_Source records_

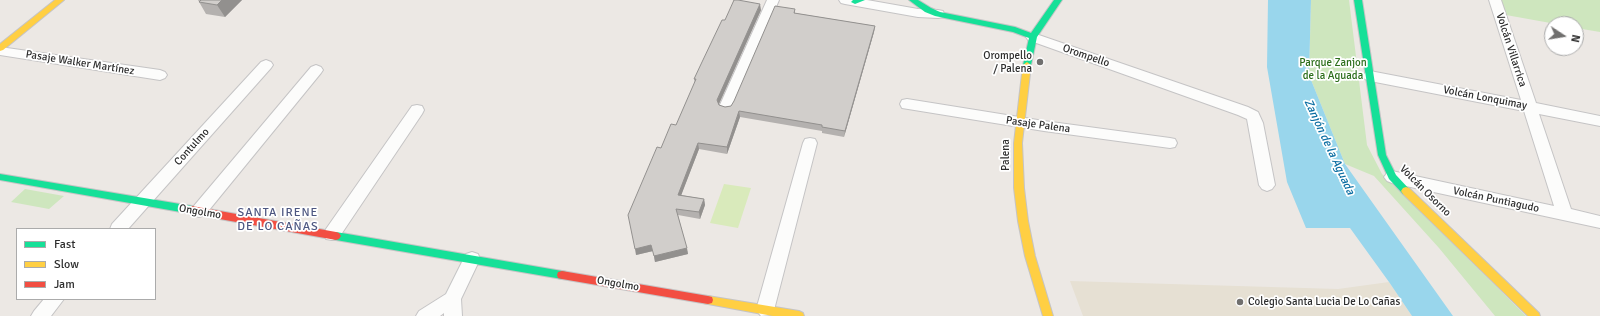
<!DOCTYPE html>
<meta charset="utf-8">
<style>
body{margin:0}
#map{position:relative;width:1600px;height:316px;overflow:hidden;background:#ece8e4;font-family:Signika,sans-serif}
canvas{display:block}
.legend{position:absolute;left:16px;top:228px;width:140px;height:72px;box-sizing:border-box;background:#fff;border:1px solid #ababab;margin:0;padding:5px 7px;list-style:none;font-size:12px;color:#2e2e2e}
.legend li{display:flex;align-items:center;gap:8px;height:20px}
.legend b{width:20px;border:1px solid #ababab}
.north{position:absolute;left:1544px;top:16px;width:40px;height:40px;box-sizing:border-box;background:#fff;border:1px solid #ababab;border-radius:50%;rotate:102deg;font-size:11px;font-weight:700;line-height:16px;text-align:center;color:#2e2e2e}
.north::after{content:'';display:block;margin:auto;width:14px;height:18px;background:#706f6e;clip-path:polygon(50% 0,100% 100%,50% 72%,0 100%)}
</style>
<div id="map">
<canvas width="1600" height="316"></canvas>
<ul class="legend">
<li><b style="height:5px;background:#16e098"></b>Fast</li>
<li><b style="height:5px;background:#ffcf43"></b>Slow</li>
<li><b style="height:5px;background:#f24e42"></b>Jam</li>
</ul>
<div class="north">N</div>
</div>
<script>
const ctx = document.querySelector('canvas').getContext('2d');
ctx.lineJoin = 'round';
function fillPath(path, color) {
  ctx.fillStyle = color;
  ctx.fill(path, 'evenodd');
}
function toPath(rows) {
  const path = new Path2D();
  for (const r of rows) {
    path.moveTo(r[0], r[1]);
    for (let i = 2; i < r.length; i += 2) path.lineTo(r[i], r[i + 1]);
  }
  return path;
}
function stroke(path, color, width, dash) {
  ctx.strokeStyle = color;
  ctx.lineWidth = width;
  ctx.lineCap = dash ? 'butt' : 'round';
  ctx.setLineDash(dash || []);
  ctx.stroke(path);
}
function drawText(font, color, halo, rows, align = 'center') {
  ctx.font = font + ' Signika,sans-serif';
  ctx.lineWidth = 3.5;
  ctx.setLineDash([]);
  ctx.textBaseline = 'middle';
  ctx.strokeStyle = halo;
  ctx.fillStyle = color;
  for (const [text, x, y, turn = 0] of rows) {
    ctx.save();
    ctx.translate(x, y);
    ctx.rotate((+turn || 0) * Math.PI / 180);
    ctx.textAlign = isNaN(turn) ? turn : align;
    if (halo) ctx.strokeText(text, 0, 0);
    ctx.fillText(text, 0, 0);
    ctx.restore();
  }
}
const education = toPath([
 [1070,281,1338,289,1389,282,1412,316,1083,316]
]);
const green = toPath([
 [1311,0,1349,0,1367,145,1382,174,1526,316,1495,316,1439,248,1374,176,1345,164,1309,75],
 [1501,0,1600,0,1600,32,1576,28,1576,24,1556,24,1506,15],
 [25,189,64,196,49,209,11,202]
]);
const pitch = toPath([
 [724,184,751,188,738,228,710,223]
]);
const water = toPath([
 [1268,0,1311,0,1309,75,1345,164,1453,316,1412,316,1389,282,1350,228,1306,228,1287,182,1267,67]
]);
const street = toPath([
 [767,0,779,0,733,107,731,111,726,112,721,111,719,107,767,0],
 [839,0,867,0,918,9,938,10,943,11,944,14,943,17,938,18,918,17,845,4,841,3,839,0],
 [1489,0,1501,0,1536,103,1600,116,1600,126,1539,114,1571,209,1600,216,1600,228,1392,183,1387,181,1384,177,1387,173,1392,171,1554,206,1524,111,1370,81,1365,79,1363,76,1365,73,1370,71,1521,100,1489,0],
 [1033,33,1248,107,1258,112,1263,123,1275,185,1272,189,1267,191,1262,189,1259,185,1247,119,1238,115,1028,40,1026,37,1028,34,1033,33],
 [0,47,160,70,165,72,167,75,165,78,160,80,0,55,0,47],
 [266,60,271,62,273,65,271,68,128,229,110,229,112,224,261,62,266,60],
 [316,65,321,67,323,70,321,73,205,215,199,217,193,215,191,211,193,207,311,67,316,65],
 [907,99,1044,121,1170,138,1175,139,1177,143,1175,147,1170,148,1044,131,902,108,900,104,902,100,907,99],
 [417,105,422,106,424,110,422,114,338,239,332,240,326,239,324,234,326,229,412,106,417,105],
 [810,138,815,139,817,143,774,310,771,315,761,316,756,310,803,143,805,139,810,138],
 [472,252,478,254,480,259,461,299,462,316,444,316,444,313,440,316,416,316,419,311,446,294,466,254,472,252],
 [44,299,64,299,51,316,31,316,34,311,44,299]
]);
const fast = toPath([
 [853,0,865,0,855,4,851,2,853,0],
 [909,0,918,0,931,8,940,12,1015,27,1031,33,1054,0,1062,0,1037,37,1031,65,1027,68,1023,65,1029,38,1013,32,935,16,925,12,909,0],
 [1354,0,1362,0,1386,155,1396,175,1411,191,1409,194,1406,195,1403,194,1389,179,1378,155,1354,0],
 [0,174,192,206,195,207,197,210,195,213,192,214,0,180,0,174],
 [336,232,562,271,566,272,567,275,566,278,562,279,336,240,333,239,331,236,333,233,336,232]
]);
const slow = toPath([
 [55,0,64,0,3,50,0,51,0,44,55,0],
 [1027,62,1031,65,1022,143,1024,188,1028,221,1035,256,1053,316,1043,316,1025,256,1018,221,1014,188,1014,143,1023,65,1027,62],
 [1406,187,1409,188,1539,313,1540,316,1528,316,1403,194,1401,191,1403,188,1406,187],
 [708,296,799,311,803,313,804,316,773,316,708,304,704,303,703,300,704,297,708,296]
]);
const jam = toPath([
 [192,206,336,232,339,233,341,236,339,239,336,240,192,214,189,213,187,210,189,207,192,206],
 [562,271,708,296,712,297,713,300,712,303,708,304,562,279,558,278,557,275,558,272,562,271]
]);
const wall = toPath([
 [198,0,242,0,225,17,206,14],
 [795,9,795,13,875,26,874,32,844,137,822,133,822,131,740,117,727,154,699,149,681,195,704,199,705,205,700,219,678,215,688,254,655,262,653,251,636,255,661,148,676,125,695,83,694,79,725,20,761,10,719,104,719,105,725,107,731,106]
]);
const shadedWall = toPath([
 [222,0,242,0,225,17,217,5],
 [760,4,761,10,718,106,717,100],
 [875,26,874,32,844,137,845,131],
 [739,111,740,117,727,154,727,147],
 [698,143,699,149,679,201,678,195],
 [704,199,705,205,700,219,699,212],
 [651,245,653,251,636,255,635,249],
 [687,248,688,254,655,262,654,256]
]);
const building = toPath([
 [201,0,222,0,217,5,199,2,201,0],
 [734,0,738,0,760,4,717,100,719,105,725,107,731,106,734,101,775,6,795,9,794,13,875,26,845,131,822,127,822,125,739,111,727,147,698,143,678,195,704,199,699,212,676,209,687,248,654,256,651,245,635,249,628,215,657,147,661,148,671,124,676,125,696,79,694,79,702,62,722,20,725,20,734,0]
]);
const markers = [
 [1040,62,4,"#706f6e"],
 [1240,302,4,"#706f6e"]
];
const streetNames = [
 ["Volcán Villarrica",1511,50,72],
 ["Orompello",1086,56,19],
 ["Pasaje Walker Martínez",80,63,9],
 ["Volcán Lonquimay",1485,98,11],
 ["Pasaje Palena",1038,125,8],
 ["Contulmo",192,147,-48],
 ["Palena",1006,155,-90],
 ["Volcán Osorno",1425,191,45],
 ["Volcán Puntiagudo",1496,200,12],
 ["Ongolmo",200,212,10],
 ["Ongolmo",618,284,10]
];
const poiNames = [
 ["Orompello",1032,56],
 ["/ Palena",1032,69],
 ["Colegio Santa Lucia De Lo Cañas",1248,302,"left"]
];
const parkNames = [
 ["Parque Zanjon",1333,63],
 ["de la Aguada",1333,76]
];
const waterNames = [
 ["Zanjón de la Aguada",1329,147,65]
];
const neighbourhoodNames = [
 ["SANTA IRENE",278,213],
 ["DE LO CAÑAS",278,227]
];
fillPath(education, '#e6e0d3');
fillPath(green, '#cee6be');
fillPath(pitch, '#d9eabb');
fillPath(water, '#99d6ec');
stroke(street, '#c5c4c5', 2);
stroke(fast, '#c5c4c5', 2);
stroke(slow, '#c5c4c5', 2);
stroke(jam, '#c5c4c5', 2);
fillPath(street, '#fcfcfb');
fillPath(fast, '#16e098');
fillPath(slow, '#ffcf43');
fillPath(jam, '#f24e42');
fillPath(wall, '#b4b1af');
fillPath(shadedWall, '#92908e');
fillPath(building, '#d1cecb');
stroke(building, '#92908e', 1);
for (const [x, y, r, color] of markers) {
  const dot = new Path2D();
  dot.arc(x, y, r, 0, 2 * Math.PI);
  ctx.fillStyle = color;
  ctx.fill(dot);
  stroke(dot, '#fff', 1.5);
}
drawText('11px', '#2e2e2e', '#fff', streetNames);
drawText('11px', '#2e2e2e', '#fff', poiNames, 'right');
drawText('11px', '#2c6e1b', '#fff', parkNames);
drawText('italic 12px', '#0d6fa3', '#fff', waterNames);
ctx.letterSpacing = '1px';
drawText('12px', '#4d5680', '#fff', neighbourhoodNames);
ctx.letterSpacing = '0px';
</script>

_ACTIVITY_
Report, for the data above, every line in which the string "Math" appears.

_SOLUTION TO THE PROBLEM_
    ctx.rotate((+turn || 0) * Math.PI / 180);
  dot.arc(x, y, r, 0, 2 * Math.PI);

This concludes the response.